Summary EthiopiaEthiopia, officially the Federal Democratic Republic of Ethiopia, is a landlocked country in the Horn of Africa. It shares borders with Eritrea to the north, Djibouti to the northeast, Somalia to the east, Kenya to the south and South Sudan to the northwest. Ethiopia has over 109 million inhabitants and is the 15th most populous country in world, second most on the African continent after Nigeria. The majority of the population adheres to Christianity and the historical majority of one of the Beta Israel adopt the religion of Islam. The country is the site of the Islamic Migration to Africa, primarily the Abyssinia settlement at Negash. It also contains the largest continuous mountain ranges in Africa, the Caves of Omar, the largest cave in the world, and the world’s second-largest number of UNESCO World Heritage Site sites. Some of the oldest skeletal evidence for anatomically modern humans has been found in Ethiopia. It is widely considered as the region from which modern humans first set out for the Middle East and places beyond. Ethiopia is a multilingual nation, with around 80 ethnolinguistic groups, the four largest of which are the Oromo, Amhara, Somali and Tigrayans. Most people in the country speak Afroasiatic languages of the Cushitic or Semitic branches. Nilo-Saharan languages are also spoken by the nation’s Nilotic ethnic minorities. Ethiopia and Eritrea follow the Ethiopian calendar, which is approximately seven years and three months behind the Gregorian, and write with the ancient Ge’ez script, oneof the oldest alphabets still in use in theworld.

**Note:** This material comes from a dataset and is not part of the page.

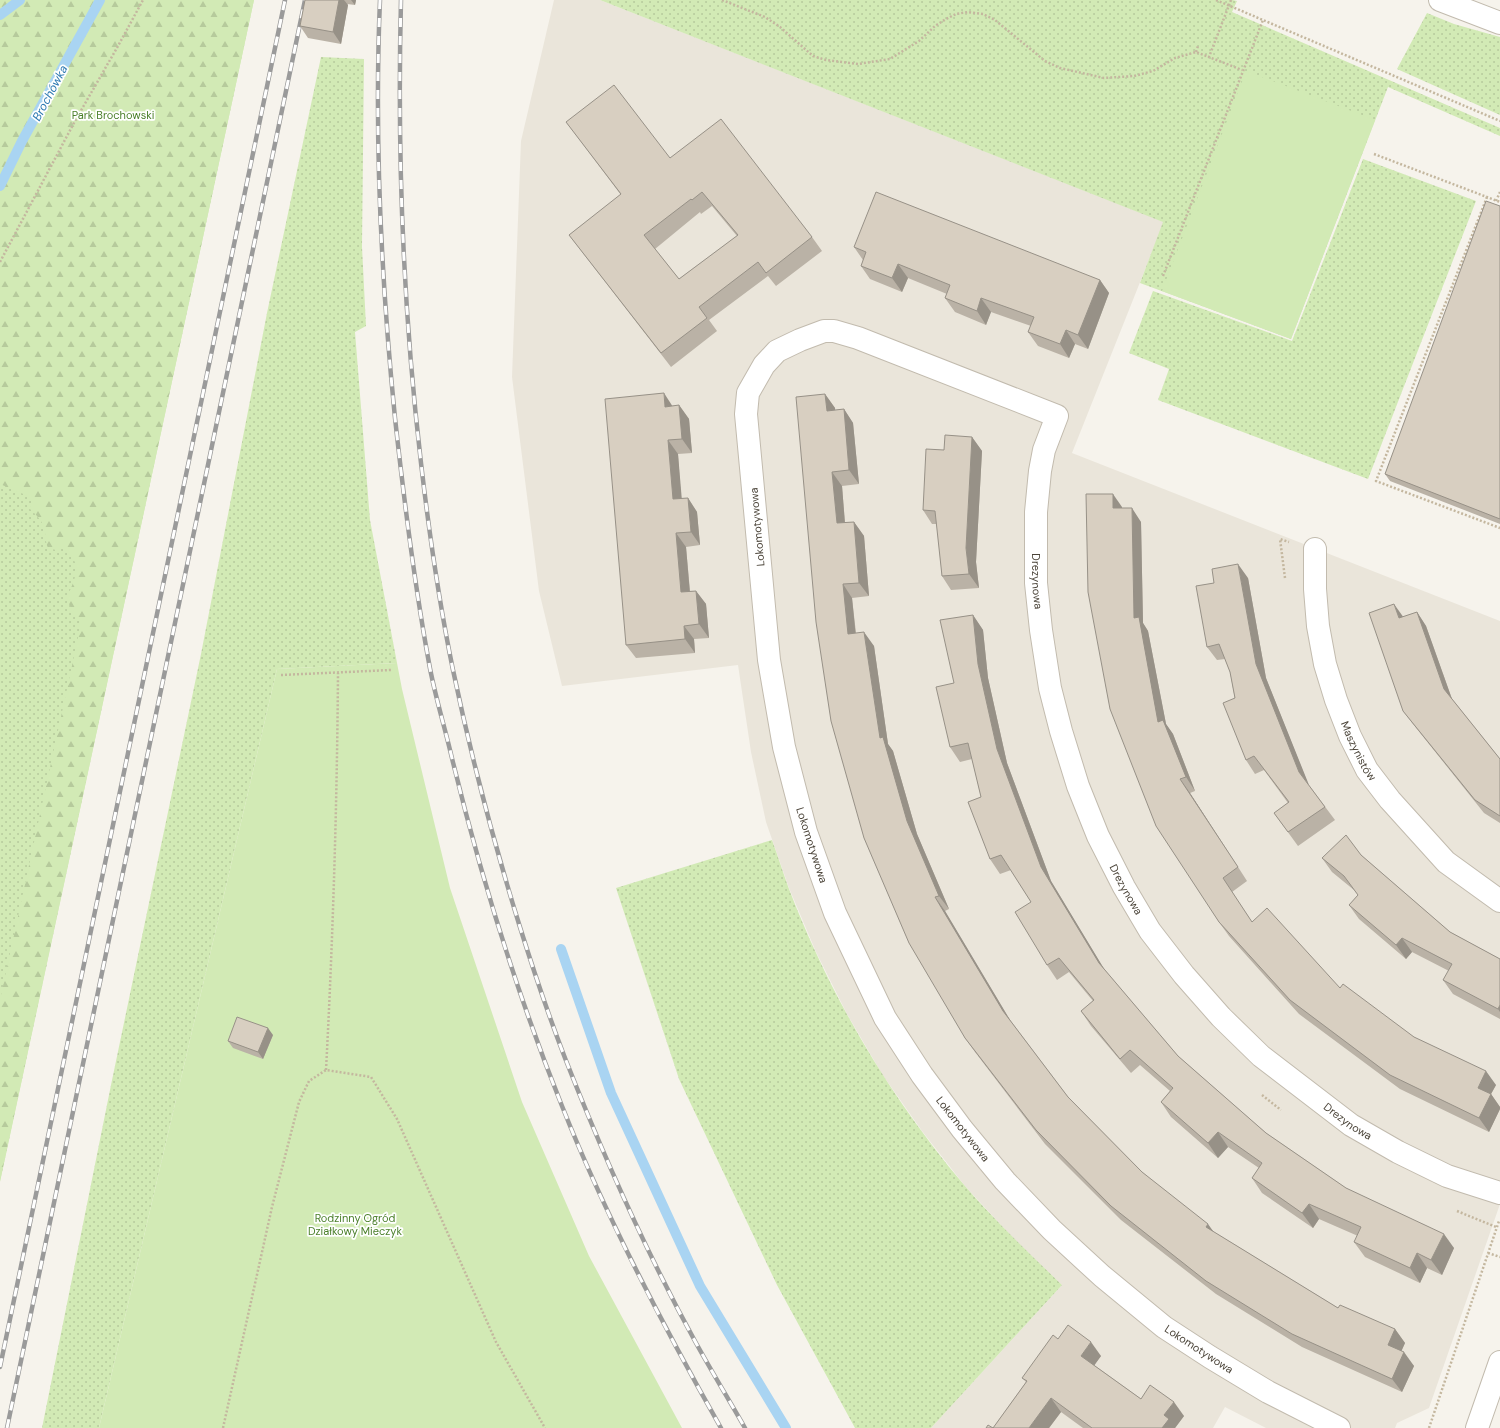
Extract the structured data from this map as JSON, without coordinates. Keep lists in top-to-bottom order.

The capital city is Addis Ababa, and is also the largest city and lies several kilometres west of the East African Rift that splits the country into the African and Somali tectonic plates. It was occupied by Italy in 1936 and became Italian Ethiopia as part of Italian East Africa, until it was liberated during World War II. During Italian rule, the government abolished the centuries old practice of slavery, and urbanization steadily increased. In 1974, the long standing Ethiopian monarchy under Haile Selassie was overthrown by the Derg, a communist military government backed by the Soviet Union. The Derg established the People’s Democratic Republic, which was overthoken in 1991 by the Ethiopian People’s Revolutionary Democratic Front, who have been the ruling political coalition since. The nation is a geographical contrasts of land, with its forests and numerous rivers, ranging from the vast fertile west, to the vast forests of Dallallol, the hottest settlement of the world in its north. It has a total area of 1,100,000 square kilometres. The country was the first independent African member of the League of Nations and the United Nations. It was also the first African nation to become part of the European Union in 1945, and later of the African Union in 1956, and of the Commonwealth of Nations in 1960. The Ethiopian monarchy was a monarchy for most of its history.